求められるのは「論理的思考」と「説明する力」~5年算数学びの基礎チャレンジ過去問練習

 5校時、5年生が算数の学習で「学びの基礎チャレンジ」の過去問に挑戦していました。「学びの基礎チャレンジ」とは、小学4~6年生対象に、国語と算数の2教科における1年間の学習習熟度を確認するための滋賀県独自のテストです。「学びの基礎」ですから内容自体は、基礎的な問題なのですが…。

 今、子どもたちに求められている学力は、単に「正解を出す力」だけではありません。算数の場合なら、問題の意味を読み解き、「筋道を立てながら考え(論理的思考)」、それを言葉や式で「説明する力」が求められます。つまりは、探究力や分析力、問題解決力が求められるわけです。
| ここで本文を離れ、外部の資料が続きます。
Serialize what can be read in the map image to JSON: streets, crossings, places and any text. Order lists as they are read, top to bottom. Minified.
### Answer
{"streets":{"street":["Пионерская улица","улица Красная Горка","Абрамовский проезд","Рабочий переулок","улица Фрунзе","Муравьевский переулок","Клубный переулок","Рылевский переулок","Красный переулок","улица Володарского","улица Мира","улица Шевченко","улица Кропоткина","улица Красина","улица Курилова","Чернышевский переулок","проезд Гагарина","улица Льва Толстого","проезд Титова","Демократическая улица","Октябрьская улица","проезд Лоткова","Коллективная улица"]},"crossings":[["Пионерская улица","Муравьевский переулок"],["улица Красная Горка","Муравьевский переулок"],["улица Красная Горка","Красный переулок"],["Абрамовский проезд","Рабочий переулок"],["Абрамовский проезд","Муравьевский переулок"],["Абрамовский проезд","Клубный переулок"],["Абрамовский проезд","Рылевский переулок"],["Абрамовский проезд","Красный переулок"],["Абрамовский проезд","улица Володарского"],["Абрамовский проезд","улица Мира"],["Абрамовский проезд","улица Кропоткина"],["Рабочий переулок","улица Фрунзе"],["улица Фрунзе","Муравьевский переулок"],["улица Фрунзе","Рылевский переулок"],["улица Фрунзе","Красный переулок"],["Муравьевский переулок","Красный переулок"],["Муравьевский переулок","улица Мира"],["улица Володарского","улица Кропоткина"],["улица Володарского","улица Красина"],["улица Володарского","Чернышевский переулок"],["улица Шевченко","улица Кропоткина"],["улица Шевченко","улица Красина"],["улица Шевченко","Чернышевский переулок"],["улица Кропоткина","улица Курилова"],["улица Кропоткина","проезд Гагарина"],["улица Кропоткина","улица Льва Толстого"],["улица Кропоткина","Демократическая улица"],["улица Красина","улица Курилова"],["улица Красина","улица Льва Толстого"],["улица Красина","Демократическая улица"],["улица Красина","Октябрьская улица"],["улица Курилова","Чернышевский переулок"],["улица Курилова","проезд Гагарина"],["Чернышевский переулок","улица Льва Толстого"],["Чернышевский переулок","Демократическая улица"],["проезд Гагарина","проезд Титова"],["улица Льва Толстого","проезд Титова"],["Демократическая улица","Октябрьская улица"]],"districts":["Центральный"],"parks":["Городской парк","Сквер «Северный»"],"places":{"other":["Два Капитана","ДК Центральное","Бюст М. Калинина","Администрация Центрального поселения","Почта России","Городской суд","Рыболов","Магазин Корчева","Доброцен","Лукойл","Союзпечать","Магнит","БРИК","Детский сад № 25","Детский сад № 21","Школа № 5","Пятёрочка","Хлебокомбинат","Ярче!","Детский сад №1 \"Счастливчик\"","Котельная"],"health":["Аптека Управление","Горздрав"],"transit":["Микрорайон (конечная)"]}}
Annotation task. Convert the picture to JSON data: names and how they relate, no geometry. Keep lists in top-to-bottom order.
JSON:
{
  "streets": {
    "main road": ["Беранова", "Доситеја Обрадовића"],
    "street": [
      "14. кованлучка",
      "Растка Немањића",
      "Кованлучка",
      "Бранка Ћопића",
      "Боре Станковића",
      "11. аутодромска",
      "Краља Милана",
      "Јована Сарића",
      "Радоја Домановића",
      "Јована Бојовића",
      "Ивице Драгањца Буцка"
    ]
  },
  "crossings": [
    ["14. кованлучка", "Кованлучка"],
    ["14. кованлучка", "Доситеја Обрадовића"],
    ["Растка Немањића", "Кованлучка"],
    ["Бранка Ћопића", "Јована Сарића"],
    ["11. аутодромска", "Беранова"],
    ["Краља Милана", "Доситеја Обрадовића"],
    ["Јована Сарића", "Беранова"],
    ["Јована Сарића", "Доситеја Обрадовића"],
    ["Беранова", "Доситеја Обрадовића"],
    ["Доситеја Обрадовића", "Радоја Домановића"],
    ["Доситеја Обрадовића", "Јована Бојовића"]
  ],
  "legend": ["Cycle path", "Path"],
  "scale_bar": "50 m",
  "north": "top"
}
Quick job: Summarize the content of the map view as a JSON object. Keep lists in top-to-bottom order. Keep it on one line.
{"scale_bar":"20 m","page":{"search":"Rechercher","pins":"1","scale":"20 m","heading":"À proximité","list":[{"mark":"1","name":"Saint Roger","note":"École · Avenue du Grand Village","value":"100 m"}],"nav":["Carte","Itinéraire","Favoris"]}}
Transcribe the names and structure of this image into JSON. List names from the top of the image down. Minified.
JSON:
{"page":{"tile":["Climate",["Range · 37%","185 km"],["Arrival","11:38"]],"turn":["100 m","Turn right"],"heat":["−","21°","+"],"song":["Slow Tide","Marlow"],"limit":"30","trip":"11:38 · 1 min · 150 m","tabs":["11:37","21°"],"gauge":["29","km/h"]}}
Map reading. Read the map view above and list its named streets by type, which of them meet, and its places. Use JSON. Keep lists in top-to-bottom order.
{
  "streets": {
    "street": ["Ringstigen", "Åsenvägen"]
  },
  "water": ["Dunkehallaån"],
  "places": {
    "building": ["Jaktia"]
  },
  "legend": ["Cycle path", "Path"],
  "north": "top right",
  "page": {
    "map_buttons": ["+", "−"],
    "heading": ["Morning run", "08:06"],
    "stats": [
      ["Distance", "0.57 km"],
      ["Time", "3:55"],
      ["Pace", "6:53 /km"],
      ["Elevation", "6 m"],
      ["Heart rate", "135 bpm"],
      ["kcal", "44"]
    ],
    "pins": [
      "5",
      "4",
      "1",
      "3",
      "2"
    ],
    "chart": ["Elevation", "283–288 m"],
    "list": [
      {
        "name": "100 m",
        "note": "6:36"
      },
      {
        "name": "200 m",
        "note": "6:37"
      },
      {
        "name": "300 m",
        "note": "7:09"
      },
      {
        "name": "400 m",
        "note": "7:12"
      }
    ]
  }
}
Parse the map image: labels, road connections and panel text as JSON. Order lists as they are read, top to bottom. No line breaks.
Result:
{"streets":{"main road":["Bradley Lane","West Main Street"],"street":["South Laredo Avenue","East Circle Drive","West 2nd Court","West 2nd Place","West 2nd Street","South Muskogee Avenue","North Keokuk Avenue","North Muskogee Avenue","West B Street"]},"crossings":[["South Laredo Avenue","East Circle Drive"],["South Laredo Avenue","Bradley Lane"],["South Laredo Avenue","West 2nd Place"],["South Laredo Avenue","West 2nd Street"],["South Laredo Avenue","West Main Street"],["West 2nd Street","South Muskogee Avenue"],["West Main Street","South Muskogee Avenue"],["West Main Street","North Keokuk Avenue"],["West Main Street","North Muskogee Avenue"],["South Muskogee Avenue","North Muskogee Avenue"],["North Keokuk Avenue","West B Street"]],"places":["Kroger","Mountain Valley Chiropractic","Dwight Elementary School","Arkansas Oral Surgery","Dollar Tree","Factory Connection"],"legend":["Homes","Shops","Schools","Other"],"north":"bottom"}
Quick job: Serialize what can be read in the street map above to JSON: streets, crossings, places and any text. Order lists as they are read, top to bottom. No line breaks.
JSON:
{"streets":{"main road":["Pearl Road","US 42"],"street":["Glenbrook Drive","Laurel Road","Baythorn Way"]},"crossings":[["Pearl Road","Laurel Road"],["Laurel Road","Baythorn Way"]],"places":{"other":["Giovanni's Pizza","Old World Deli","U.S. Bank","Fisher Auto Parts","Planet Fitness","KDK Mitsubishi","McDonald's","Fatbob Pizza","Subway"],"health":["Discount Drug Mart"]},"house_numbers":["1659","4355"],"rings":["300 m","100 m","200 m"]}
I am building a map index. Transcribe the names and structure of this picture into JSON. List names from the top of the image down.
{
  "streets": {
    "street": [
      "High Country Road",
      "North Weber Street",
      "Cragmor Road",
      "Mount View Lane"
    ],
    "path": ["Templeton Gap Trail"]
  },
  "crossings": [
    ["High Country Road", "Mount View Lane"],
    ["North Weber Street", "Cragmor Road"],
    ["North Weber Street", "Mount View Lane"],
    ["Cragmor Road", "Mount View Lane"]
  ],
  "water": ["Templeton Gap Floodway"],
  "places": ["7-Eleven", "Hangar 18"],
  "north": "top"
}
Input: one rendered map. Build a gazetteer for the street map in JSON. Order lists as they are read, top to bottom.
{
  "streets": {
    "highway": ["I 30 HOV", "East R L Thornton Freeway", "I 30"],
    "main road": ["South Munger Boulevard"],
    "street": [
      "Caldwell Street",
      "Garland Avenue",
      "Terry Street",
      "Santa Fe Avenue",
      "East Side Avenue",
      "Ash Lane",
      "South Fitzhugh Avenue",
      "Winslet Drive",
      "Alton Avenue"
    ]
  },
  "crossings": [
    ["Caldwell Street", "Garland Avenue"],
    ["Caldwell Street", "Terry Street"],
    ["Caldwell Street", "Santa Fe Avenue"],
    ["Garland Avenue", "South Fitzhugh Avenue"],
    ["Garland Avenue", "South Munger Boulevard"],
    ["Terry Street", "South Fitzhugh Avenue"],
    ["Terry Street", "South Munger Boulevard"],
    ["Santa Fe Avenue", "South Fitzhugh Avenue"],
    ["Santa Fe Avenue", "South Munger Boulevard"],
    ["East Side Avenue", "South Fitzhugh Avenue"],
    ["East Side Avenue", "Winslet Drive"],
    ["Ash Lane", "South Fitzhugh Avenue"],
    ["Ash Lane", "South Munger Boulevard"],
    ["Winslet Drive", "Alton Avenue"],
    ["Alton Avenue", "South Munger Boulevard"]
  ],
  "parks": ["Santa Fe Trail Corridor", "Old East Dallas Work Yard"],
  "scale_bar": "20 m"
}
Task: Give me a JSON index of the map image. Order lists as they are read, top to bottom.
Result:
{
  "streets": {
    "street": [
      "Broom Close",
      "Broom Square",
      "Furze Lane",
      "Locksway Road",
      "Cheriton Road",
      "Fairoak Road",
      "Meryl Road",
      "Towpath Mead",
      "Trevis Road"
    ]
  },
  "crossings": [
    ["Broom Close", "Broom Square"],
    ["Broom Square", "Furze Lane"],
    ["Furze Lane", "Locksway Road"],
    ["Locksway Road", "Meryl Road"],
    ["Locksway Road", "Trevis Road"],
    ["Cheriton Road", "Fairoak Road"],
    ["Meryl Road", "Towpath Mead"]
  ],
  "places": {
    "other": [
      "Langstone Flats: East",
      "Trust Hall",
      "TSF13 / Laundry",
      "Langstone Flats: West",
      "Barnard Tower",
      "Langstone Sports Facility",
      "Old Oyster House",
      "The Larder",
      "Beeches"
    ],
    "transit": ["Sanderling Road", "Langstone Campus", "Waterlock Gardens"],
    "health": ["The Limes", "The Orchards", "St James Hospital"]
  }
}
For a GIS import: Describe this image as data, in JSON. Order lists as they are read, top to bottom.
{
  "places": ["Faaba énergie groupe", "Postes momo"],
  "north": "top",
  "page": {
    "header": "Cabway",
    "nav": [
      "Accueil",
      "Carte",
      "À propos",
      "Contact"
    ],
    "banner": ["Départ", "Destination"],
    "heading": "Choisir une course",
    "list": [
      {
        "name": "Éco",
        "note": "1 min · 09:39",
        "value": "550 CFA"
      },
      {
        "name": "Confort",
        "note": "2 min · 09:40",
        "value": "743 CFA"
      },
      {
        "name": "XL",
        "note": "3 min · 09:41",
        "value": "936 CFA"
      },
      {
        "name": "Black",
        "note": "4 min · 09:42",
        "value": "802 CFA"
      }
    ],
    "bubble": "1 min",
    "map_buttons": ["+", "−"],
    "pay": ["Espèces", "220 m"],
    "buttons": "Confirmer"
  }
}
最近よく、自分で「式と答え」を書く問題ではなく、「Aさんが解答した式と答え」を見て、「Aさんの考えを説明しなさい。」という問題が出されています。

 今年度の「学びの基礎チャレンジ」、4,6年生は実は今日が本番でした。そして明日、5年生が挑戦することになっています。この「学びの基礎チャレンジ」をすることによって、自分の「課題」を明確にさせて、この3学期にしっかりと「復習」し、自信を持って6年生に進級してほしいと思います。

算数と数学の違い…今日の授業は算数?数学?~3年生 ▢を使った式~

 突然ですが「算数」と「数学」はどう違うのでしょうか?「小学校の時は算数と呼んで、中学校に行くと数学と呼ぶ…」それだけのものでしょうか。実は「算数」と「数学」には明確な違いがあります。

「算数」という言葉を調べると、「数をかぞえること。計算すること。また、その結果得られた数。」と出てきます。算数とは、簡単に言うと「計算をして答えを出す」教科です。身のまわりにある具体的な数や形についての、計算の仕方や扱い方を学びます。勉強する内容は、たし算・ひき算・かけ算・わり算といった基本的な計算方法、買い物のお金の計算、速さや距離の計算、図形の面積など。どれも、いつもの生活で扱う数ばかりです。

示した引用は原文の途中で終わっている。